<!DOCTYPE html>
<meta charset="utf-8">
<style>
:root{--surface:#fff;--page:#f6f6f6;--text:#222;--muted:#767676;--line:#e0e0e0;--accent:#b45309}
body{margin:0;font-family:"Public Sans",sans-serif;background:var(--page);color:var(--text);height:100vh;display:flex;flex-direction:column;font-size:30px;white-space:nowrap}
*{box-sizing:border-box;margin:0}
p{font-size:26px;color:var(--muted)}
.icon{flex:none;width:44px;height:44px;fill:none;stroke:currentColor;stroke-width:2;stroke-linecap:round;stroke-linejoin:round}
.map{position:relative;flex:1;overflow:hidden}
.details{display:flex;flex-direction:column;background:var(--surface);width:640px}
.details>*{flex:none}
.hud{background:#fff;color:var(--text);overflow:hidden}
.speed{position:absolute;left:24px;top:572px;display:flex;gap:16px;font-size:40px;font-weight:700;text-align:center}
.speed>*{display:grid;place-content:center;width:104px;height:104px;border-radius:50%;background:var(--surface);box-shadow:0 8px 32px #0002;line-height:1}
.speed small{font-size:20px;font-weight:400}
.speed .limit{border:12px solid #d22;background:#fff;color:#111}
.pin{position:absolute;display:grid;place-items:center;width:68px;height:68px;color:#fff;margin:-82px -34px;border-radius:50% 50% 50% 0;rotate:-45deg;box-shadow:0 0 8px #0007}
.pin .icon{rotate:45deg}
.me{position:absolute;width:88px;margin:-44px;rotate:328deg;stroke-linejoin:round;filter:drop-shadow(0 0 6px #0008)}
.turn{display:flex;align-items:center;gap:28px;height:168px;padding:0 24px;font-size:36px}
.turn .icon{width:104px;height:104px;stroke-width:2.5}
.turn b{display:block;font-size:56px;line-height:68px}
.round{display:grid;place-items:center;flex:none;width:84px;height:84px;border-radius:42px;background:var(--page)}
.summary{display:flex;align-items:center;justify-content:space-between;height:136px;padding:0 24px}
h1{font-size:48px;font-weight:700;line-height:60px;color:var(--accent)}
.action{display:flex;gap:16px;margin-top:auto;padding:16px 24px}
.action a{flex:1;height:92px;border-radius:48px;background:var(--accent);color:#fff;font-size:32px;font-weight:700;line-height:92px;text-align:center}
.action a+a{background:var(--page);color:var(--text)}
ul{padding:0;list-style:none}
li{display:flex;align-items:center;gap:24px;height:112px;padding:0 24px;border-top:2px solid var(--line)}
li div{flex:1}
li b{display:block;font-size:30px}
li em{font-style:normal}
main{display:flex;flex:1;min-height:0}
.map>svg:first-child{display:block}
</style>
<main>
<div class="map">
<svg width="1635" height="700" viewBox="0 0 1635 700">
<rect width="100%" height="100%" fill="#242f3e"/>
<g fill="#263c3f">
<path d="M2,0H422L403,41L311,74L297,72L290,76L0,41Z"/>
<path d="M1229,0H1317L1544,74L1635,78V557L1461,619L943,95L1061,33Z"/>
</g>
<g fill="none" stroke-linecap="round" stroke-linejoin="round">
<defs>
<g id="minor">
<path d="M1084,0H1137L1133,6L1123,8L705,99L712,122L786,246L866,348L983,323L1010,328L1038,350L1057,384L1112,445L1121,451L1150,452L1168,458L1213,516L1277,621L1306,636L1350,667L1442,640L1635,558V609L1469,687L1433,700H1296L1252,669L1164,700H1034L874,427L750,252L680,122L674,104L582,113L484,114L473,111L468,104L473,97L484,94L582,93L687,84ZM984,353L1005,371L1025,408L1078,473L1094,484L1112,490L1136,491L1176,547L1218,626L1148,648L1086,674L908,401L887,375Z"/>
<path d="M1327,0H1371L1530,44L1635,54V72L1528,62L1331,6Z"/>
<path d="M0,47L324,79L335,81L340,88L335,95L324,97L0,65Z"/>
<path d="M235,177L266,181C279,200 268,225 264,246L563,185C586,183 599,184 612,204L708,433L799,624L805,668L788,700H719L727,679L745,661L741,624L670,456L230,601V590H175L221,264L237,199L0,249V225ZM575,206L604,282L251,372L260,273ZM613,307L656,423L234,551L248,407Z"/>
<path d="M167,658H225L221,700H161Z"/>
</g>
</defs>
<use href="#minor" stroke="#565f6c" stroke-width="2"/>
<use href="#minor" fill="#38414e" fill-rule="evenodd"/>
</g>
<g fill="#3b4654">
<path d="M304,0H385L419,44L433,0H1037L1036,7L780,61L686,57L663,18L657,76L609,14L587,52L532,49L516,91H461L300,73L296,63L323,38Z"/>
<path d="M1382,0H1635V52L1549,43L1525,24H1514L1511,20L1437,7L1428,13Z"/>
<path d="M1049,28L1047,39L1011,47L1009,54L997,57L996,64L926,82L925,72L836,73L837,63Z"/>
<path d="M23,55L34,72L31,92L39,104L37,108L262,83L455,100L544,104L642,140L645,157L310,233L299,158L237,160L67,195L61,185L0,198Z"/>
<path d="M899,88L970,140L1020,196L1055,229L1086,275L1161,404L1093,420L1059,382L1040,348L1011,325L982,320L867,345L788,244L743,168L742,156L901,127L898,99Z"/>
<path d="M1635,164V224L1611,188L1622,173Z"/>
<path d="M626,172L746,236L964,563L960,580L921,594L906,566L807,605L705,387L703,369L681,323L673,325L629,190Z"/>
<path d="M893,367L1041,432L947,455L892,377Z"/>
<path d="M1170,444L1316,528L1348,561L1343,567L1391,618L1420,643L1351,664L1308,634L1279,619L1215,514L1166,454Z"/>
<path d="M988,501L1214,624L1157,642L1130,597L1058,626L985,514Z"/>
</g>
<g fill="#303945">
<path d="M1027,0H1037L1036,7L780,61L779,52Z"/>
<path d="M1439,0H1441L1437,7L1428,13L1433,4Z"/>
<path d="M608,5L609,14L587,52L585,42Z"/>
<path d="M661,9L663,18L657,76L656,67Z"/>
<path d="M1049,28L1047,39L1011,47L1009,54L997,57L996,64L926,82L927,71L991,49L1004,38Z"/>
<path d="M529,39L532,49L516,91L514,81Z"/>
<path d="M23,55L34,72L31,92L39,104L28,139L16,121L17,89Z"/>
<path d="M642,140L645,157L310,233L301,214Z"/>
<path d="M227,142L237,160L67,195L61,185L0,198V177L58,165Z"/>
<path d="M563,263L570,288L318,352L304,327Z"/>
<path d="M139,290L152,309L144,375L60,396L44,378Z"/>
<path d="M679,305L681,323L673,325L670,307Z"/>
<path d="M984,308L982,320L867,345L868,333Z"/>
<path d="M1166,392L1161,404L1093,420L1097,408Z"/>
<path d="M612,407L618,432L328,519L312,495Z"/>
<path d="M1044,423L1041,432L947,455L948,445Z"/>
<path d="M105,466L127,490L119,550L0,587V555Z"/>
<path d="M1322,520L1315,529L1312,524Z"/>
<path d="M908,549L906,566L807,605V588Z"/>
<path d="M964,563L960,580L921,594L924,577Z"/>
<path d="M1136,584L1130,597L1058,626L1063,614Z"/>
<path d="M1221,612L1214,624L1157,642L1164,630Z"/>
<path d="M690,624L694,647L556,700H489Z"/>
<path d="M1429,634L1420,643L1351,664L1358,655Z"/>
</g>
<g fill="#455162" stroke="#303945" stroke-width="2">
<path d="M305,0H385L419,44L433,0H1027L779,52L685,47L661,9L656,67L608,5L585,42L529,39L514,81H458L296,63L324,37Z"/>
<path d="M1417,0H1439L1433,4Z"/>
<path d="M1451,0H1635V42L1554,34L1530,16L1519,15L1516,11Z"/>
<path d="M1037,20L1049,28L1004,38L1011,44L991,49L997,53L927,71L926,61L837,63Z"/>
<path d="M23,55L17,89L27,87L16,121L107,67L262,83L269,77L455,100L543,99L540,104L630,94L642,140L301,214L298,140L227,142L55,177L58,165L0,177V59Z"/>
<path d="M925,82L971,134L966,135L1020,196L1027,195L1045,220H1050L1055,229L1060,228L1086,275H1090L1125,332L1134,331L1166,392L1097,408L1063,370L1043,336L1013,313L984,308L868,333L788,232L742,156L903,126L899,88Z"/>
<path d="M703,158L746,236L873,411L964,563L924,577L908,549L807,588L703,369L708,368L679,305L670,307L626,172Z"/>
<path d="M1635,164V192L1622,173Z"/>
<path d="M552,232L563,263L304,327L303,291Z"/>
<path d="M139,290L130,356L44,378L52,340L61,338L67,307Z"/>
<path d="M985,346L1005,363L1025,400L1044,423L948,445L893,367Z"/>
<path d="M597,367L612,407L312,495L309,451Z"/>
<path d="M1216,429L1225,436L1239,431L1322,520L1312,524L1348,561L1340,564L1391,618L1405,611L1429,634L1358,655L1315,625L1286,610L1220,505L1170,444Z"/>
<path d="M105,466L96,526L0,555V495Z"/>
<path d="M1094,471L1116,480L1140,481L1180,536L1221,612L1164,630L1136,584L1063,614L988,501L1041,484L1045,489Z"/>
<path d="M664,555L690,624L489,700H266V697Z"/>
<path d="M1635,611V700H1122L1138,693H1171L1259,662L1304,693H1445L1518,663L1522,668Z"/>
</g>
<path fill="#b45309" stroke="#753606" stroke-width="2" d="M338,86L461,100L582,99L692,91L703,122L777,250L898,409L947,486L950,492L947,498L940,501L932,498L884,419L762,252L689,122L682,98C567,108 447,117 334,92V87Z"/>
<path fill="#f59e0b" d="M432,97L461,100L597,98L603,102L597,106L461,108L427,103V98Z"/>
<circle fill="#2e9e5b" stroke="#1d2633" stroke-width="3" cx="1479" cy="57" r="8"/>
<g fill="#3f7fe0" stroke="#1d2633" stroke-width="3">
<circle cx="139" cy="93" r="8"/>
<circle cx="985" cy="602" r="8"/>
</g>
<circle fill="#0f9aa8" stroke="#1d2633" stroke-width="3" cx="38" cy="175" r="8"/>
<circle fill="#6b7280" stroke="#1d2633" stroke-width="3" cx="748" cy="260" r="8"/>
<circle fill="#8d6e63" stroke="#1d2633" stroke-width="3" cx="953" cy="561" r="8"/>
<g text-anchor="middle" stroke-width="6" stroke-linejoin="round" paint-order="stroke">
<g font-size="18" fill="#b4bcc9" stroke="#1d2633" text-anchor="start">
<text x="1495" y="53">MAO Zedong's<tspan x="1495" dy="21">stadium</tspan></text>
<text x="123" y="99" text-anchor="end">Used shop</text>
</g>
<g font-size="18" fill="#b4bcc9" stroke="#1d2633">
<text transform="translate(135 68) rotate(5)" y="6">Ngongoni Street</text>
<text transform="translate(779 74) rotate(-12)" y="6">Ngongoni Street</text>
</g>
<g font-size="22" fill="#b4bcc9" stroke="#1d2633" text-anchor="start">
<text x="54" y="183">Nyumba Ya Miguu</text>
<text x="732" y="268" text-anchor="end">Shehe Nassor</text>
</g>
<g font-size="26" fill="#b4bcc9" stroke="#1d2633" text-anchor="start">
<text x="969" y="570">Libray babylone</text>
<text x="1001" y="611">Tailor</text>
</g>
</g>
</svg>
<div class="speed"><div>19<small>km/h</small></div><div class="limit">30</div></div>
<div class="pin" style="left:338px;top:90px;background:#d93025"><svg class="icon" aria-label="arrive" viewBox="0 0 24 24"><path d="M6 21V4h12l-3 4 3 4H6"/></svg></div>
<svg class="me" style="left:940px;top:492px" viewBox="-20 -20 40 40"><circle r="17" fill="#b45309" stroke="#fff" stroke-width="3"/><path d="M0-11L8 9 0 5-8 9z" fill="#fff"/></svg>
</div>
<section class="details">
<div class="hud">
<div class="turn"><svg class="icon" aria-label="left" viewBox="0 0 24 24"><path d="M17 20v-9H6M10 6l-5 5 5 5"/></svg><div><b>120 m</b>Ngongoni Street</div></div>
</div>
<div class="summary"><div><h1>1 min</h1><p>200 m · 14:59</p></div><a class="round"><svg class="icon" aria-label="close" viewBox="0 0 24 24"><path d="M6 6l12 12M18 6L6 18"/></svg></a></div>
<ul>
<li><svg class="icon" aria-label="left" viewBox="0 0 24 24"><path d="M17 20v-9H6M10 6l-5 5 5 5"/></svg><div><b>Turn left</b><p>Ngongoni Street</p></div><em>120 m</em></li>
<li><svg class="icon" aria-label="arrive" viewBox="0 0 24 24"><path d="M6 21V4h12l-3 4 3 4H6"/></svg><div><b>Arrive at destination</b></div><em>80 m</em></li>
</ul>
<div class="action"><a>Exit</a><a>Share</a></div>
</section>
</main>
____________
Problem statement. Scanning the data above, count the lines in which the string "direction" occurs and state only the count.

Result for this task. 2